-- Goal of the exercise --
Copy out the entries below exactly as they stand, but only from the line containing "display:block; font-size:49px; line-height:60px" through the line containing "font-size:52px; font-weight:600; line-height:1.1".

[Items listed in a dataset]
BEGIN

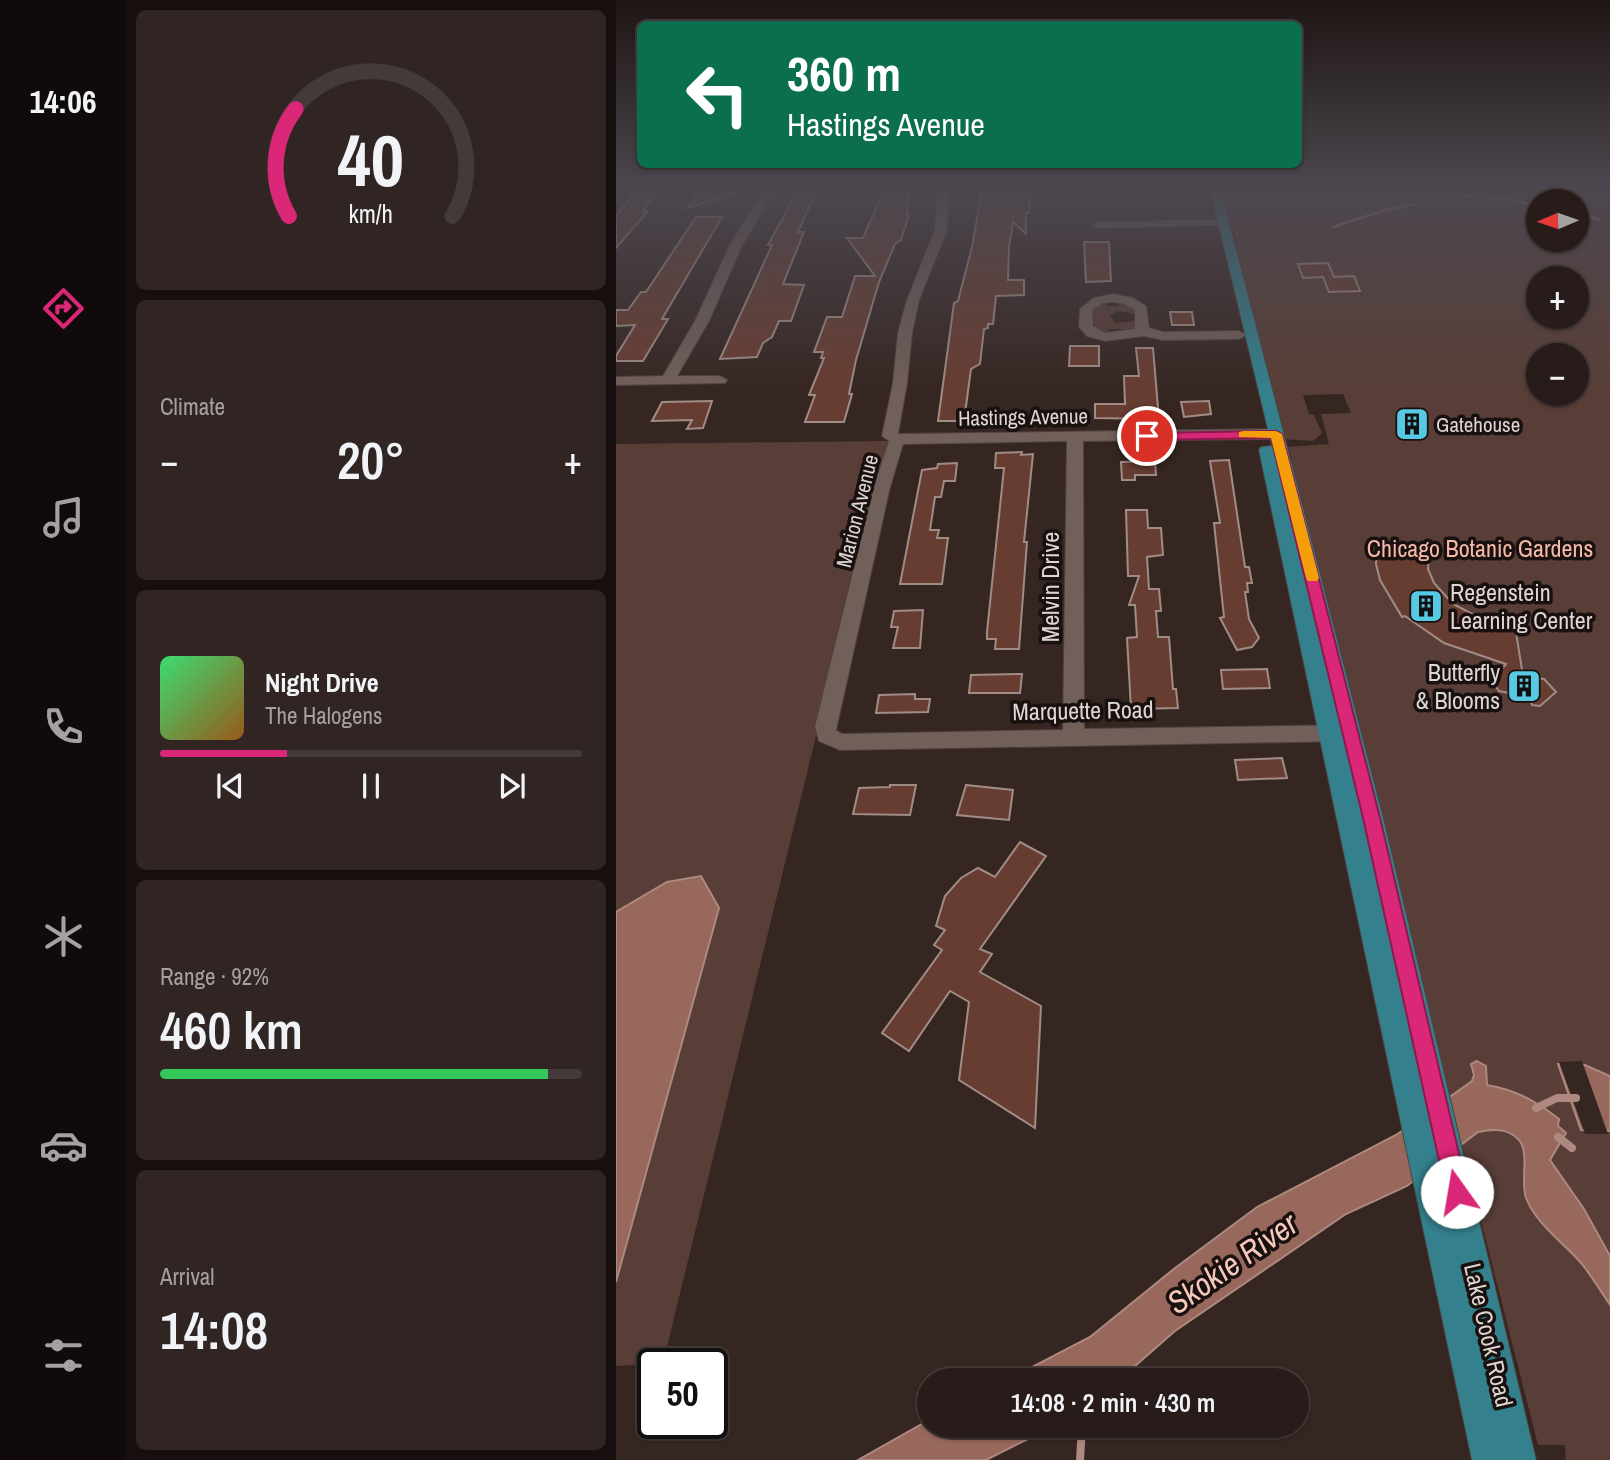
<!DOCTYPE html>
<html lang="en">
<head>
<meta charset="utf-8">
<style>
	:root { --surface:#281c1a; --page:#302523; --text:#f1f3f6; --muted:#a5a1a2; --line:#443a39; --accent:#db2777 }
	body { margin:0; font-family:"Archivo Narrow",sans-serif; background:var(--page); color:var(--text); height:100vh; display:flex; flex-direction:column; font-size:26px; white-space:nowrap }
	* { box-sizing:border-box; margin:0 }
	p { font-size:23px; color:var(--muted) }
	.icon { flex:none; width:38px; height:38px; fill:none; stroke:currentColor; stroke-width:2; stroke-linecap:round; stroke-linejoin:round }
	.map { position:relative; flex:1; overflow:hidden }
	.details { display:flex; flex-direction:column; gap:10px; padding:10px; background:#160f0e; width:490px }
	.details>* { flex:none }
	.top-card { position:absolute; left:21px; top:21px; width:665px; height:147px; border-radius:10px; box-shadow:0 2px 5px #0004,0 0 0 2px var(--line); background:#0b6e4f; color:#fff; overflow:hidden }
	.needle { width:46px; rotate:268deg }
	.fabs { position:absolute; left:910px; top:189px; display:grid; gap:14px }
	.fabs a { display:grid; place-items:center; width:63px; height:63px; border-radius:50%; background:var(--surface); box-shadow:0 2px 5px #0004,0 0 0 2px var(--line); font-size:35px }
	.speed { position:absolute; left:21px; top:1348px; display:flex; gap:14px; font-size:35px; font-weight:700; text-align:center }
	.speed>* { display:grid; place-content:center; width:91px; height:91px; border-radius:50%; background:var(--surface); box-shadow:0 2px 5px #0004,0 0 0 2px var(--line); line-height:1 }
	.speed .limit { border:4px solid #111; border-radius:10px; background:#fff; color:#111 }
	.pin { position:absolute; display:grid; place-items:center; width:60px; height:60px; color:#fff; margin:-30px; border:4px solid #fff; border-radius:50%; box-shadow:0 2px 7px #0007 }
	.me { position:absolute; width:77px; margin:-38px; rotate:347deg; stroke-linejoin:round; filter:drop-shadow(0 0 5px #0008) }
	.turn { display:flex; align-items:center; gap:24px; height:147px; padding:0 35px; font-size:32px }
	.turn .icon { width:91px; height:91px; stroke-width:2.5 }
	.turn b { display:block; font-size:49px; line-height:60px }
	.big { font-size:52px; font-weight:600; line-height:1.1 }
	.details .widget { flex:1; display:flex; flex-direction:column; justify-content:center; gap:10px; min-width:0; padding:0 24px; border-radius:10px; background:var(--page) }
	.details .dial { align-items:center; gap:0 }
	.dial svg { height:182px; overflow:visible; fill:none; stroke:var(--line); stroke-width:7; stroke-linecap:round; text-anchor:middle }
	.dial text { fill:var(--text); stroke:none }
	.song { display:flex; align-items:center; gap:21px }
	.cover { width:84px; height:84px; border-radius:10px; background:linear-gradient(135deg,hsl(140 70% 55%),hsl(30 70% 35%)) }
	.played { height:7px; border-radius:4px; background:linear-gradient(90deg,var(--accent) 30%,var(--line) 30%) }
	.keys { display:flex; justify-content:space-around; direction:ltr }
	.heat { display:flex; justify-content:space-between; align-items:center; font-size:38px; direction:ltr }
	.charge { height:10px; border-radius:5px; background:linear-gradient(90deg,#34c759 92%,var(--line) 0) }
	.trip { position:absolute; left:301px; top:1368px; width:392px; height:70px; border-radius:35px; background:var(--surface); box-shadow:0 2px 5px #0004,0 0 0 2px var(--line); font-weight:600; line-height:70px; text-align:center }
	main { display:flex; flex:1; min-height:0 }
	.menu { display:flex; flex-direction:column; width:126px; justify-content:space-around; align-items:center; background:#100b0a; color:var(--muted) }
	.menu .icon { width:49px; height:49px }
	.menu .current { color:var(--accent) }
	.menu b { font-size:32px; color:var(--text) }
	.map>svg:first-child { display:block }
</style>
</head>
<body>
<main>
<nav class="menu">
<b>14:06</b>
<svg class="icon current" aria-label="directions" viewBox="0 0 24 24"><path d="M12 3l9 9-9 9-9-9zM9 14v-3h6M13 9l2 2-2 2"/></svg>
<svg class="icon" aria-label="music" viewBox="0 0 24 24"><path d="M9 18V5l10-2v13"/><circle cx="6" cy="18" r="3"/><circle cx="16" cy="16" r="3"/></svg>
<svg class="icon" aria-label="phone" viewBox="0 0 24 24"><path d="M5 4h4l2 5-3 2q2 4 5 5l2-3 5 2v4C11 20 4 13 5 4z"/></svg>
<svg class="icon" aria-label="climate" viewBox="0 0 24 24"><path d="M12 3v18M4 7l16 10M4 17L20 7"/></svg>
<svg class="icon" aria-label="car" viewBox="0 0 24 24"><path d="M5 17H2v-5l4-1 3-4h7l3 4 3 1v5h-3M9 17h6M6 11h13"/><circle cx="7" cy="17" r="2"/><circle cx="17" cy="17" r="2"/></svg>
<svg class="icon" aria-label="filters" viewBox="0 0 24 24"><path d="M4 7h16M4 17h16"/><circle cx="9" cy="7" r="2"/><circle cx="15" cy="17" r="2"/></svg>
</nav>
<section class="details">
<div class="widget dial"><svg viewBox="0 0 100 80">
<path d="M14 69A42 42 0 1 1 86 69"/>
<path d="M14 69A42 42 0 0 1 17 22" stroke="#db2777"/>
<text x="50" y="56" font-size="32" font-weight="700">40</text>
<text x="50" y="72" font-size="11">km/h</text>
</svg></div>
<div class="widget"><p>Climate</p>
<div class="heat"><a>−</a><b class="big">20°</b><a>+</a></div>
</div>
<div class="widget">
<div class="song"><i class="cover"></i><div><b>Night Drive</b><p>The Halogens</p></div></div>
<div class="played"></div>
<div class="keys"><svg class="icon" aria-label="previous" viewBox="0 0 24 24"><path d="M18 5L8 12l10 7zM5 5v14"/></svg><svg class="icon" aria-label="pause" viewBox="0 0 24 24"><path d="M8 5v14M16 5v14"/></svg><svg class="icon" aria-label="next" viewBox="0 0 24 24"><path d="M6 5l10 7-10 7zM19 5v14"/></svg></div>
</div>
<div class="widget"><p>Range · 92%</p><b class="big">460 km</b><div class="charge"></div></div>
<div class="widget"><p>Arrival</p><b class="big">14:08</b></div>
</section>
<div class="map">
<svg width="994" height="1460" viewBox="0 0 994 1460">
	<rect width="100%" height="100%" fill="#362622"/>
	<!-- green -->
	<g fill="#593e37" fill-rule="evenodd">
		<path d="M602,188H994V1460H950L949,1445H922L673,465L676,460L672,447L713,444L705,414L735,413L727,394L687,395L693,414L698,415L706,433L697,441L666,439L625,281L618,232ZM922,201H961V240H922ZM922,278H961V317H922ZM922,355H961V394H922Z"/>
		<path d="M490,302L491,306H503V302L519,309L520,314L501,311L494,316L499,323L520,321L517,331L506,334L505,329H492V334C477,331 477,324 476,309Z"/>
		<path d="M272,441L47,1363L0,1366V444Z"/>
	</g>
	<!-- water -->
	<g fill="#97685b" stroke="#ad897f" stroke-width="2">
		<path d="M85,876L103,908L0,1282V912L51,882Z"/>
		<path d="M861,1061L870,1066L871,1085C900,1090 920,1101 943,1119L942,1126L950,1133L934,1160L968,1209L994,1256V1305C985,1291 976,1277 966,1264C949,1244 920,1224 910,1198C904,1181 914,1154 903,1140C892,1128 877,1129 862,1132L791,1186L730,1214L559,1331L502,1381H389L474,1337L559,1268L641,1207L780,1135L856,1081L858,1075L855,1064Z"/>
		<path d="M942,1064L969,1065L994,1076V1131L965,1130Z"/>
		<path d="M313,1420V1426H438L370,1460H242Z"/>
	</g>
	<!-- pier -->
	<path fill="#362622" d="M966,1061L992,1134H969L943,1062Z"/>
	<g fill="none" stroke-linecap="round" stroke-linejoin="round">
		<!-- stream-far1 -->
		<g stroke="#ad897f" stroke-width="2.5">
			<path d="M768,188L896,200L922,206"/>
			<path d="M914,188L940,201"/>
			<path d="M961,210L983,220"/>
			<path d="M717,227L769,210L800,204"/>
		</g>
		<!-- stream -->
		<g stroke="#ad897f" stroke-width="8">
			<path d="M920,1108L941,1098H960"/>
			<path d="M942,1137L956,1148"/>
			<path d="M464,1460L466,1426"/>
		</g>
	</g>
	<!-- building -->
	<g fill="#683d31" stroke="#a08c87" stroke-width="2">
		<path d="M26,188H43L27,211H32L0,248V216L19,192Z"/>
		<path d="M87,188H125L126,192L71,208Z"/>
		<path d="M278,189H293L291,215H293L285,240L279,244L263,282L240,360L233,394H236L228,422H189L199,395H193L208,358H205L207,352H198L211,317H226L239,276H259L231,238H247L266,195H276Z"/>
		<path d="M366,189H415L413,213H410V234L397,222L393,247L392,280H408V295L380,296L377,324H372V328L368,329L364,364L355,369L348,421H322L338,303L342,301L356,247Z"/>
		<path d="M186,190H201L182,232H188L167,284L188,285L175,321H163L156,337L147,343L141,357L104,359L156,245H152L179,196L184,195Z"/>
		<path d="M80,217H106L46,319H52L27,361H0V356L19,325L0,326V310H12L25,292H30Z"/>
		<path d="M468,242H493L495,281L470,282Z"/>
		<path d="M712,263L718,277L738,276L744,291L713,292L707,277L687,278L682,264Z"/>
		<path d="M554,312H576L578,325H556Z"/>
		<path d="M454,346H483V366H453Z"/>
		<path d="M520,348H537L543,419L479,418V404H509L508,376H523Z"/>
		<path d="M96,401L87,428L71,429L76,420L36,421L46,402Z"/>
		<path d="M593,401L595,414L568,417L565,402Z"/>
		<path d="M406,452L405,455L417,454L408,542H411L403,649H379L380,639H371V632L388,468H379L380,453Z"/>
		<path d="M613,460L629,567H633L636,583H631L632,592H629L633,619L643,638L636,647L621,650L604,618L608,617L598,523H604L594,461Z"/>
		<path d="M539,461L540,475H519V480H506L505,462Z"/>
		<path d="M341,463L339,481H328L325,497H319L314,530H323L321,538H332L326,584H284L306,470L321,468L322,464Z"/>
		<path d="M510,510H531L532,528H545L547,555L531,557L533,589H543L545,611H540L542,637H553L557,689H560L562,708L515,709L511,638L521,637L519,605H513L523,576H512Z"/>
		<path d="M761,546L813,557L812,569L818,583L837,604L864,618L899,626L907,676L928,679L940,692L924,706L916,705L914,697L883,691L876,681L890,664L828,643L789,616L786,617L764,580L760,564Z"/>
		<path d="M307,610L304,648H277L282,627H275L278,611Z"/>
		<path d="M651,669L654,688L607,689L605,670Z"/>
		<path d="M406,674L404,693H353L355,675Z"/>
		<path d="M299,694V699H314L312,712L260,713L263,695Z"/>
		<path d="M666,758L671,778L622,780L619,760Z"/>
		<path d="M274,785H300L294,815L237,814L243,788L274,787Z"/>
		<path d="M350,785L397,790L393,820L341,815Z"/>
		<path d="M404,842L430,856L364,949L376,954L364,972L425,1006L419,1128L343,1080L353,1002L334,991L293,1051L266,1033L326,950L318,945L329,930L320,926L329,896L345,878L362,868L379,877Z"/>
	</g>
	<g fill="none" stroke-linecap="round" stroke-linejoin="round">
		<!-- minor casing -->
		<g stroke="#4f423f" stroke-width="2">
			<g id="minor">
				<path d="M149,188H160L125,247L93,321L61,376H104L111,380L109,383L0,385V377L47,376L79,321L113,247Z"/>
				<path d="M322,188H332L331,230L303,300L296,333L291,383L282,434L660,429L668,434L660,439L467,441L468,729L732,725L739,727L743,733L739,739L732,741L224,750L203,741L199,727L258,487L273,441L266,436L277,383L282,333L291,300L319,230ZM451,441L447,730L226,734L220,730L274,487L287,444Z"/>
				<path d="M597,220L603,223L601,225L483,228L477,225L483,222Z"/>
				<path d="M497,294L517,298L530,306L533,328L547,332L623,331L630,335L623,339L547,340L528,336L489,341L471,336L463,327L464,309L478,298ZM497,302L508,304L519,310V329L489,333L477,326L476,310L487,303Z"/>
			</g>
		</g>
		<!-- major casing -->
		<g stroke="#4f423f" stroke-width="2">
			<path id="major" d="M594,188H604L767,818L920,1460H856L643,450L645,447L656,446Z"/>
		</g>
		<!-- minor -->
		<use href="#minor" fill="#715f5a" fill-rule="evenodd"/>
		<!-- major -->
		<use href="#major" fill="#34818d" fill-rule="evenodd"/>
	</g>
	<!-- sky -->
	<linearGradient id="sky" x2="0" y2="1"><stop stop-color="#1e1513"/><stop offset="0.48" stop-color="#4c474f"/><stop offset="1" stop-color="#4c474f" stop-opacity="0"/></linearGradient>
	<rect width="994" height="393" fill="url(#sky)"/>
	<!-- route -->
	<path fill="#db2777" stroke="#8e194d" stroke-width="2" d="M660,431L666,434L764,818L852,1192L849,1200L841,1204L833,1200L830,1192L747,818L655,438L531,440L525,436L531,433Z"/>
	<!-- slow -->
	<path fill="#f59e0b" d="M627,431H660L666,434L703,578L701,581H692L690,578L655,438L623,437V432Z"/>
	<!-- icons -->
	<defs>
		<g id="building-square" transform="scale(1.75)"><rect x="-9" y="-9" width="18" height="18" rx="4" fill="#57c9e2" stroke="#18110f"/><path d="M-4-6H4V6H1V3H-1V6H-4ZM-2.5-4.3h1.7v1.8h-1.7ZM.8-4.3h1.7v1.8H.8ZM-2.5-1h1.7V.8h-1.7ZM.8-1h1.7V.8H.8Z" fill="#111"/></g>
	</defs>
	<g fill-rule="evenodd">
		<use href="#building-square" x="796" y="424"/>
		<use href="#building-square" x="810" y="606"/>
		<use href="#building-square" x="908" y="686"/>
	</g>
	<g text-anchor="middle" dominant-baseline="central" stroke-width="7" stroke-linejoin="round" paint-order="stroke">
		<!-- far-street labels -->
		<g font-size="21" fill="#dfd5d2" stroke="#18110f">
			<text transform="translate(407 417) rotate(-1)">Hastings Avenue</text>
			<text transform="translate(241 511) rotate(-76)">Marion Avenue</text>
		</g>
		<!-- far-poi labels -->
		<g font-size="21" fill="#dfd5d2" stroke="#18110f" text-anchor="start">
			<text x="820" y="424">Gatehouse</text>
		</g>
		<!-- park labels -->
		<g font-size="24" fill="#f6b9a8" stroke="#18110f">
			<text x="864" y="548">Chicago Botanic Gardens</text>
		</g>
		<!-- street labels -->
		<g font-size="24" fill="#dfd5d2" stroke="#18110f">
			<text transform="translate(434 587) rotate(-90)">Melvin Drive</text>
			<text transform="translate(467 710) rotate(-1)">Marquette Road</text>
			<text transform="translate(873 1335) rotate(77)">Lake Cook Road</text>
		</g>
		<!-- poi labels -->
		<g font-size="24" fill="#dfd5d2" stroke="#18110f" text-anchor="start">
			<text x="834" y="592">Regenstein<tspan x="834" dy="28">Learning Center</tspan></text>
			<text x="884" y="672" text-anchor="end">Butterfly<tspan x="884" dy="28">&amp; Blooms</tspan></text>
		</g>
		<!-- near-water labels -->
		<g font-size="32" font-style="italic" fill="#f6c7ba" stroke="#18110f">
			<text transform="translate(616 1263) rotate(-35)">Skokie River</text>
		</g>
	</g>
</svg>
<div class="fabs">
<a><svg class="needle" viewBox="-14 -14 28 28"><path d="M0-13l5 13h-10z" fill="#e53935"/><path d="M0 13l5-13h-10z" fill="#a5a1a2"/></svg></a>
<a>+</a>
<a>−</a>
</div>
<div class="speed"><div class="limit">50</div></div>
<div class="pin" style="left:531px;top:436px;background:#d93025"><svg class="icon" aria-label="arrive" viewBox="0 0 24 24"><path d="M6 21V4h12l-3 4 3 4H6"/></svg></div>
<svg class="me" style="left:841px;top:1192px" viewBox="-20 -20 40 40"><circle r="19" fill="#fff"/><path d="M0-13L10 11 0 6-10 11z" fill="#db2777"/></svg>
<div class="trip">14:08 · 2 min · 430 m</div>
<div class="top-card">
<div class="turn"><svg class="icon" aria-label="left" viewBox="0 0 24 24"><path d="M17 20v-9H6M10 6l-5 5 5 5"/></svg><div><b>360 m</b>Hastings Avenue</div></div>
</div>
</div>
</main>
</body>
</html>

END

-- Task output --
	.turn b { display:block; font-size:49px; line-height:60px }
	.big { font-size:52px; font-weight:600; line-height:1.1 }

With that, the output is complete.